Minister Gopee-Scoon calls for greater stakeholder commitment to advance the horse racing industry
February 16, 2017: In addressing a room filled with avid horse racing stakeholders at the Arima Race Club Jetsam Awards Ceremony on Wednesday 15 February, 2017, Senator the Honourable Paula Gopee-Scoon, Minister of Trade and Industry congratulated the winners in the various categories and acknowledged the valuable contribution the industry continues to make to the economic landscape of Trinidad and Tobago.
She told the audience that the Government is cognizant of the challenges which the industry is encountering and is committed to the enactment of the Gambling (Gaming and Betting Control) Bill which will ensure that there is a modern legal and regulatory framework for gaming, gambling and betting.
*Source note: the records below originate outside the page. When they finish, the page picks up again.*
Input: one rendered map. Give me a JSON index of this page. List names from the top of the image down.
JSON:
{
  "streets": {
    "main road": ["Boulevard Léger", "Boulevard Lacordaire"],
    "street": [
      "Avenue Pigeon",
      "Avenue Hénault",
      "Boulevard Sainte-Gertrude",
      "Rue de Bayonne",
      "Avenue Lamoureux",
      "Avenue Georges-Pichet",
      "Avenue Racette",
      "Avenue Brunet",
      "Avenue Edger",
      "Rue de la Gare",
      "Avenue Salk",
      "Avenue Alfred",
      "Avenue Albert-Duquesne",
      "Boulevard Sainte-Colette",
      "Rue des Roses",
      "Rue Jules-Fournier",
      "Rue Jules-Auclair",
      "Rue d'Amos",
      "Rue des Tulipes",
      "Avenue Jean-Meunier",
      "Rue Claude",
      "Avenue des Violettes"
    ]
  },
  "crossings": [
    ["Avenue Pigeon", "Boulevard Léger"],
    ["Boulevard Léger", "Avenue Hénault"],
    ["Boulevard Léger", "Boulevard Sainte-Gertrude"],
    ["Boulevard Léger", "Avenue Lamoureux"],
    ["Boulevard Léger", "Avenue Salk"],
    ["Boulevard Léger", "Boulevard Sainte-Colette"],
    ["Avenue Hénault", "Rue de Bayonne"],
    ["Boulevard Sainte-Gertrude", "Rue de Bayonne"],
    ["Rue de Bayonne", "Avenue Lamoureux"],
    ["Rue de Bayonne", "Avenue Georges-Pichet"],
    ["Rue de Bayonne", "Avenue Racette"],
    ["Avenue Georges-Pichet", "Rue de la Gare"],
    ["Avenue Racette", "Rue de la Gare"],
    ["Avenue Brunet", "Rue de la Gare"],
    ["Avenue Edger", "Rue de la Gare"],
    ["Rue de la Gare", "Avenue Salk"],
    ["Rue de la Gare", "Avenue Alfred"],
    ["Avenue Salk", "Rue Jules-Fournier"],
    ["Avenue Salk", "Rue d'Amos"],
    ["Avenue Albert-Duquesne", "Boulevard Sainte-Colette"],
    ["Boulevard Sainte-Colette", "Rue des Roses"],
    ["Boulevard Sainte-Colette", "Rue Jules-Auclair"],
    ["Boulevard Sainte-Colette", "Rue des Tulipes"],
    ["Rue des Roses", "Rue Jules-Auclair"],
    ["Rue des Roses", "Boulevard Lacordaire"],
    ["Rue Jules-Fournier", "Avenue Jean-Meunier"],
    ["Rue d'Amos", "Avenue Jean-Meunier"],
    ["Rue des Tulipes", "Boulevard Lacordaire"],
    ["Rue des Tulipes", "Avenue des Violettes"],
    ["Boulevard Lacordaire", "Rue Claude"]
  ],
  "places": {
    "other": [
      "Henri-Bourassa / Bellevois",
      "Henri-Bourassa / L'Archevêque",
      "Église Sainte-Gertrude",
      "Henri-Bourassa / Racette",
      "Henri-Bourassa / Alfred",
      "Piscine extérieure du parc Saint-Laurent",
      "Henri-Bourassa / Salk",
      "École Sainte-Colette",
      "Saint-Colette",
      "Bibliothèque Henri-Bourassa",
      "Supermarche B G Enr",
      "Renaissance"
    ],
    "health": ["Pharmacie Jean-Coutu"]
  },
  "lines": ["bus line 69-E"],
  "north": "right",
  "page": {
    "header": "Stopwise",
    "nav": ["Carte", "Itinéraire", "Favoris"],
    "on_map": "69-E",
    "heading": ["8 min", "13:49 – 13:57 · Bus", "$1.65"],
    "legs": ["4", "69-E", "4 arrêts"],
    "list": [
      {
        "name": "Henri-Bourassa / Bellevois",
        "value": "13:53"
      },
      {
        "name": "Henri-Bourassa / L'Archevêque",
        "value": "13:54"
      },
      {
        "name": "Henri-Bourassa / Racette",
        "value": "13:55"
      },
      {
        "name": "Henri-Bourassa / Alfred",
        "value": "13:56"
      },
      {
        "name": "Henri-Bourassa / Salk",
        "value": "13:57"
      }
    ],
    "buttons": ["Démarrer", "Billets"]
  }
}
She underscored, however, that there is much more to be done by stakeholders.
Senator Gopee-Scoon indicated that ‘the current economic climate constricts the Government’s ability to make cash injections. The development in the industry however needs more than direct financial support. It is well noted on any balance sheet, that the industry is healthy, owning valuable property. Those who love the sport and are committed enough are added to those who hold responsibility, meaning the Boards of the Trinidad and Tobago Racing Associaton and Betty Levy Board must take horse racing seriously if the industry is to be sustained and grow. I am trusting that the racing fraternity will not relinquish the objective of developing Trinidad and Tobago as the horse racing centre of the Caribbean but what certainly must not go unnoticed, are the proposed plans, which are already in the public domain, for further development within other parts of the region’.
Senator Gopee-Scoon affirmed that the Ministry of Trade and Industry stands ready to support the industry’s efforts and called on stakeholders to place greater effort in advancing the sport of horse racing.
Mr. Linford Carrabon, President, Arima Race Club noted that the presence of stakeholders at the Awards Ceremony indicates their passion and commitment to the development of the sport. He said ‘like the national economy, horseracing is also facing some challenging times and what we do in 2017 will determine the future of racing. The changes we make this year will be necessary if we want the sport to continue and remain alive’.
The Jetsam Awards are named after the famous creole racehorse and sire of the 1940s. It is reputed by many to be the greatest creole horse ever bred in Trinidad and Tobago.